*** Opening Dataset content ***
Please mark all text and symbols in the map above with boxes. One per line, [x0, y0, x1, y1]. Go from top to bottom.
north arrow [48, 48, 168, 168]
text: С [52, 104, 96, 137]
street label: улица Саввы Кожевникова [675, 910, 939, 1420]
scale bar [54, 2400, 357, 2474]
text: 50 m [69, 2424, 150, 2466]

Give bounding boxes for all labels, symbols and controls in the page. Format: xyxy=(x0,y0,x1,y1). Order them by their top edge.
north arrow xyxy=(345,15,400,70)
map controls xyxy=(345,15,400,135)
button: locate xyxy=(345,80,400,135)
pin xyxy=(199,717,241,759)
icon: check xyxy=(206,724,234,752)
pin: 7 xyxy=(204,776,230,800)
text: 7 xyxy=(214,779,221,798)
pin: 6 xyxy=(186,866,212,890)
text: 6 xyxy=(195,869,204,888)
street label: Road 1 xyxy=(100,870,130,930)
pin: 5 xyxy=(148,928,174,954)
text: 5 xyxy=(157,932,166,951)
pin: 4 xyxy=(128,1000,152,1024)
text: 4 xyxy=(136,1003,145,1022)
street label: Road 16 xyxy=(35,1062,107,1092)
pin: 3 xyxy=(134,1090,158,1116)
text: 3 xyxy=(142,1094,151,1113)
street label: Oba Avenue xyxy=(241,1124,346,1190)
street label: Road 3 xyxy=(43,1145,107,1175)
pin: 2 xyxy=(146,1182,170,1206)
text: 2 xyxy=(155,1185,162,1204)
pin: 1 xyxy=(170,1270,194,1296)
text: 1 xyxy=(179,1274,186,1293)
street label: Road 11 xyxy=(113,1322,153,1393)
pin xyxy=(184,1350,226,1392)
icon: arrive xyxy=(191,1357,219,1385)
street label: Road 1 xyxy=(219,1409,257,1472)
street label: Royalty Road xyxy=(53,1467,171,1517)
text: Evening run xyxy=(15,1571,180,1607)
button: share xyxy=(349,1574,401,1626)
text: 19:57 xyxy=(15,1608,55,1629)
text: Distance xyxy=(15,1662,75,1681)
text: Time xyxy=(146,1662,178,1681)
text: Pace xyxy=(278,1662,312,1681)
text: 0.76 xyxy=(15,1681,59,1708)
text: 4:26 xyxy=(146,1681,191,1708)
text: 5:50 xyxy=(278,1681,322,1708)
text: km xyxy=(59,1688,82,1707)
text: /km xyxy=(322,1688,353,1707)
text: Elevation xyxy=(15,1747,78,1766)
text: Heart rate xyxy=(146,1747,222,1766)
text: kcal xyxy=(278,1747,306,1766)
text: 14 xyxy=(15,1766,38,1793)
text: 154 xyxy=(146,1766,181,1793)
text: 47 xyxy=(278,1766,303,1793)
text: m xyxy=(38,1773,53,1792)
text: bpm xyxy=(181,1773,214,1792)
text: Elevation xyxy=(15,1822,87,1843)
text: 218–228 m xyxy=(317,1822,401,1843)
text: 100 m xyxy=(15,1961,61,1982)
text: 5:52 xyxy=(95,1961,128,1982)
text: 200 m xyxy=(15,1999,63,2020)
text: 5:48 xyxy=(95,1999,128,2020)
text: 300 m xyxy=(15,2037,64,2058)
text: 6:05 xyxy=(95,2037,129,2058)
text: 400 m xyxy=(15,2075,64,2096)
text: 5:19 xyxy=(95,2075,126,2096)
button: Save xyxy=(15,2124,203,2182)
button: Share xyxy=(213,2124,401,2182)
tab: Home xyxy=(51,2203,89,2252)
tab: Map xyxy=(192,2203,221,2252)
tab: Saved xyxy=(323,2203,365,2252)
*** Closing Dataset content ***
:: Assignment ::
Go over the data above and copy every line that has the word "street" in it.

:: Output for this exercise ::
street label: улица Саввы Кожевникова [675, 910, 939, 1420]
street label: Road 1 xyxy=(100,870,130,930)
street label: Road 16 xyxy=(35,1062,107,1092)
street label: Oba Avenue xyxy=(241,1124,346,1190)
street label: Road 3 xyxy=(43,1145,107,1175)
street label: Road 11 xyxy=(113,1322,153,1393)
street label: Road 1 xyxy=(219,1409,257,1472)
street label: Royalty Road xyxy=(53,1467,171,1517)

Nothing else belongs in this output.